**WHAT IS EXPECTED:** Copy out each line of the data that holds the string "Αγίου".

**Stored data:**
########

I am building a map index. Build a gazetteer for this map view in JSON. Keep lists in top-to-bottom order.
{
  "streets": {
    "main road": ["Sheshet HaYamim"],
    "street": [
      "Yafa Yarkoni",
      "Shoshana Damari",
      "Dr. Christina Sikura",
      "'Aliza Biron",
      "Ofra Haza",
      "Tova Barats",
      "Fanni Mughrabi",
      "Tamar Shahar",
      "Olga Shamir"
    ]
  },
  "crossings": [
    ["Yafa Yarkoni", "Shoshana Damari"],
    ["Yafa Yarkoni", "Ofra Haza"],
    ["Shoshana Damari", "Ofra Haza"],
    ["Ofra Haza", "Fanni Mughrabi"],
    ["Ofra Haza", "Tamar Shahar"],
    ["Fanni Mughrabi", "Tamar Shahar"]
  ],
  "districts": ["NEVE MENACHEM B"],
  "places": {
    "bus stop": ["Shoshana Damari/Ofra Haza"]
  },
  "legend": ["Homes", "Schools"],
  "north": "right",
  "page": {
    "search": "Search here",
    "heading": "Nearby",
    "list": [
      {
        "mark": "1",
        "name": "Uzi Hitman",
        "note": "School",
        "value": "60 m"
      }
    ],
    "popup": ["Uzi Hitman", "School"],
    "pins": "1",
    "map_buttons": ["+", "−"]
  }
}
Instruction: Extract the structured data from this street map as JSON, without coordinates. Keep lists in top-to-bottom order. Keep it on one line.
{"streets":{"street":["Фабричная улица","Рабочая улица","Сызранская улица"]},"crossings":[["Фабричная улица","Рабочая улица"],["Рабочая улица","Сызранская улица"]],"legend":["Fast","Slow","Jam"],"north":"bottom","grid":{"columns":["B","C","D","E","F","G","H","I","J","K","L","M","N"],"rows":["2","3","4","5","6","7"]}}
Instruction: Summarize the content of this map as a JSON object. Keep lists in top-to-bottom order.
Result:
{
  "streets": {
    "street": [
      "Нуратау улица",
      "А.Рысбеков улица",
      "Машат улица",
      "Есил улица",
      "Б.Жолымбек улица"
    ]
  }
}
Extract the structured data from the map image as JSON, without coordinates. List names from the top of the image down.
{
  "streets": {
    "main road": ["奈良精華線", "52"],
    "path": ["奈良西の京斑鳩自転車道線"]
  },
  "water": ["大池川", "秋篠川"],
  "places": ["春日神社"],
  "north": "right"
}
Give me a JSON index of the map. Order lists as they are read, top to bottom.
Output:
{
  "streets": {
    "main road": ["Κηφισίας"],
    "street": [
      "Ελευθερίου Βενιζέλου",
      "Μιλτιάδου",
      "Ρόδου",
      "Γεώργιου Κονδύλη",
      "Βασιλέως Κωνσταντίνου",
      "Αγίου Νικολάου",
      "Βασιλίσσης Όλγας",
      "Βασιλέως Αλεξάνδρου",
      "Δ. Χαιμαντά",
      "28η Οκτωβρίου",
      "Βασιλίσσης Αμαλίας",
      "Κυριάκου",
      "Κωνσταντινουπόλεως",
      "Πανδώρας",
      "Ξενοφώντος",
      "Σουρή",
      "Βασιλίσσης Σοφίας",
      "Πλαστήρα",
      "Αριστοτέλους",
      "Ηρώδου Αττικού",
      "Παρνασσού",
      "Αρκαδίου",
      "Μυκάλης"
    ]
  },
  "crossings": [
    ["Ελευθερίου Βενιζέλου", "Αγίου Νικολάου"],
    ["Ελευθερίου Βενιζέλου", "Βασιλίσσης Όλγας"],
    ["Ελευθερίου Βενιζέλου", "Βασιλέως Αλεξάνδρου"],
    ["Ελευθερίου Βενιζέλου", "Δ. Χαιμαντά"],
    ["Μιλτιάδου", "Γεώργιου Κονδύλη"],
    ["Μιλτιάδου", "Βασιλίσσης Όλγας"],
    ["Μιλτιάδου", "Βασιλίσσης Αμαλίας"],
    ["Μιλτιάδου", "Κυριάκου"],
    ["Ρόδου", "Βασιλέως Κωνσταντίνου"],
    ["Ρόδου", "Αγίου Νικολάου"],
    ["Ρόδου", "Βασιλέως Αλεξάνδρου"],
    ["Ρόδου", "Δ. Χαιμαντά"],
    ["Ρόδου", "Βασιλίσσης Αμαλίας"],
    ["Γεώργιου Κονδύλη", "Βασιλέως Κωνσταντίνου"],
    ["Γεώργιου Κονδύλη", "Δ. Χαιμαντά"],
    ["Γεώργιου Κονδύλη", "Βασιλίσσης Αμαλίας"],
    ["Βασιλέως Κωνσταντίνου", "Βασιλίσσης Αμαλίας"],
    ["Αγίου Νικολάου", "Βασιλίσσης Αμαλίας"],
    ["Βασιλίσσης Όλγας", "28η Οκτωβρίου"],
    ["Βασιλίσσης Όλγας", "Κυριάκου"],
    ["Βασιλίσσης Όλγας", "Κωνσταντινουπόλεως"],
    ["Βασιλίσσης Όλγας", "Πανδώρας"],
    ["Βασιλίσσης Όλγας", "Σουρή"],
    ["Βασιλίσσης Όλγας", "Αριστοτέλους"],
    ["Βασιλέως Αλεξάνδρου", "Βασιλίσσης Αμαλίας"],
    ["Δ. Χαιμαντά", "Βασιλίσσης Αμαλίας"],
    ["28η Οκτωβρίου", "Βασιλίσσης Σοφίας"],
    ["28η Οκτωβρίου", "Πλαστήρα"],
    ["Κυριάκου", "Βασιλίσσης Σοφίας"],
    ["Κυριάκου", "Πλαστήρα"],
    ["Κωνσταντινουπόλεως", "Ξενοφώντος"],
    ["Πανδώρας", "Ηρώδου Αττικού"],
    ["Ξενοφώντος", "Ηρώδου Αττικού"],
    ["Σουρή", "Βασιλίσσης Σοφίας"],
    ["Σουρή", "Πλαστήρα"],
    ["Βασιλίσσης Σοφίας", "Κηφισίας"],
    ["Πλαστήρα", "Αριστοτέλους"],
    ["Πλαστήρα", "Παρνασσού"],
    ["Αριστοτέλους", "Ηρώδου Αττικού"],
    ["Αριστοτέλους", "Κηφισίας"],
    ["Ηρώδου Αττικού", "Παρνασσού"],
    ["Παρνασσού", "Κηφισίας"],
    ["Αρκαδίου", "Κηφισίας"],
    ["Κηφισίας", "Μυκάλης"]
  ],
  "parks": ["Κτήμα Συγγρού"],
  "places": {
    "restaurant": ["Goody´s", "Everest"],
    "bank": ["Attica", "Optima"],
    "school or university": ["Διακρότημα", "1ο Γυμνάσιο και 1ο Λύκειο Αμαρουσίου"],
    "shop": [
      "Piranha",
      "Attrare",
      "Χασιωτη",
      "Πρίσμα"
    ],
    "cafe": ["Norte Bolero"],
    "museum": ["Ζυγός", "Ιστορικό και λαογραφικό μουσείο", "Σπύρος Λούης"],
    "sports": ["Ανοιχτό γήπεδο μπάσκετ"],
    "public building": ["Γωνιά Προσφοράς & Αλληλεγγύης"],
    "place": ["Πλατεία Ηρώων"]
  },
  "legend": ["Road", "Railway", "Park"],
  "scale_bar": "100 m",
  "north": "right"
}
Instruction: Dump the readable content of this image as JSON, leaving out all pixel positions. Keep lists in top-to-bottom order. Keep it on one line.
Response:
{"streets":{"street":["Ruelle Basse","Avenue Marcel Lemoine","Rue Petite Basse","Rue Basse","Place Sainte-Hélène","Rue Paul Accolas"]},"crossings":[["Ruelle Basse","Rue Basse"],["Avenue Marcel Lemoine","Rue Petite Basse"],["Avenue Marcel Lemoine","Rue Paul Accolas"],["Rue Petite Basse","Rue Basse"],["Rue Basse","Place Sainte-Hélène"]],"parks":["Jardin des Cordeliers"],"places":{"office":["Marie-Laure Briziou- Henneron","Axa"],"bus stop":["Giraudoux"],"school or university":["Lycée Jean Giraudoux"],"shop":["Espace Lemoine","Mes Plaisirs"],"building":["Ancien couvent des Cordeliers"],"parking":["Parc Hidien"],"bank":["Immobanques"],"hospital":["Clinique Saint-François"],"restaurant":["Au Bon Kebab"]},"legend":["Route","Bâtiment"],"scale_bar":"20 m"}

########

**TASK OUTPUT:**
      "Αγίου Νικολάου",
    ["Ελευθερίου Βενιζέλου", "Αγίου Νικολάου"],
    ["Ρόδου", "Αγίου Νικολάου"],
    ["Αγίου Νικολάου", "Βασιλίσσης Αμαλίας"],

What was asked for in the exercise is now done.